Прямо перед ними — рукой достать — проносились дома с островерхими крышами, улицы, площадь. Вопрос, как понял Голицын, теперь заключался уже только в секундах.
— Как думаете, ротмистр, до тридцати досчитать успеем? — поинтересовался поручик, видя впереди что-то чрезвычайно высокое, выделявшееся на общем фоне.
— Я… — начал было ротмистр, но фразу не закончил.
Все увидели, как ветер бросил шар прямо на высоченную колокольню кирхи.
— Держись! — пронесся крик.
Удар сотряс корзину. Все взглянули вверх — шар повис на шпиле и медленно сдувался.
— Все живые? — огляделся поручик. — Вроде все…
Гондола висела, прислоняясь к кирпичной стене башни. Неподалеку, внизу, виднелись ярко освещенные окна ресторана.
— Слышите? Немцы празднуют! — кивнул Кураев в сторону здания, откуда звучали песни подвыпивших гуляк.

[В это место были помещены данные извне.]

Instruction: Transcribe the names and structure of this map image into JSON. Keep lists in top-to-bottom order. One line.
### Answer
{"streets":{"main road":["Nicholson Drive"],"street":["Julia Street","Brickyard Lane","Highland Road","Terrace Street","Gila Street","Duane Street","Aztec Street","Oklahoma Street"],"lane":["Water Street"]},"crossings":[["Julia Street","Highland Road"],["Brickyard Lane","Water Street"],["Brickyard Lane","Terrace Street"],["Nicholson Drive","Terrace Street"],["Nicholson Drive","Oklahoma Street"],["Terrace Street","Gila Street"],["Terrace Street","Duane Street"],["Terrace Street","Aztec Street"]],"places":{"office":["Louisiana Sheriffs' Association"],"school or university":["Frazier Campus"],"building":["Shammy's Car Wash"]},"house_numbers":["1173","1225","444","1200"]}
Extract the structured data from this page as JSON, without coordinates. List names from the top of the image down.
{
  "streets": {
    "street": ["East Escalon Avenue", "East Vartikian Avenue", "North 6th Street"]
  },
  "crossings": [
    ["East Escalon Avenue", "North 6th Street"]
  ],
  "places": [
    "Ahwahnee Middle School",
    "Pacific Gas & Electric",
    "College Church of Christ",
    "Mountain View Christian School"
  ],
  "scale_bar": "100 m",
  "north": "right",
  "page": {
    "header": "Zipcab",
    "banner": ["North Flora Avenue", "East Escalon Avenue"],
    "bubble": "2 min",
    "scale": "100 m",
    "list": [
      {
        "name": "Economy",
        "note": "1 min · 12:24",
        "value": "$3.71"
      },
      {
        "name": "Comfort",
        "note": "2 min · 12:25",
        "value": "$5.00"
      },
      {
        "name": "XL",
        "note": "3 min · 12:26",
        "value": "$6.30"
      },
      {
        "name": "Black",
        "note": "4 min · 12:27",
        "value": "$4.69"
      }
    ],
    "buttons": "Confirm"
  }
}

Он еще раз приложился к фляжке и спрятал ее в карман. Затем ротмистр выбросил за борт ранцы с германской формой и поднял палец, отсчитывая время.
— Пять секунд, — заключил он. — Что ж, господа, высоковато, но сидеть здесь до утра — не лучший выход.
— Что вы хотите этим сказать? — подозрительно спросил Санин.
— То, что первым пойдешь ты, — сбрасывая вниз веревку, глянул офицер на репортера. — Надо же тебе о чем-то писать в своей газетенке!
— Нет! Только не это! — замахал руками Санин.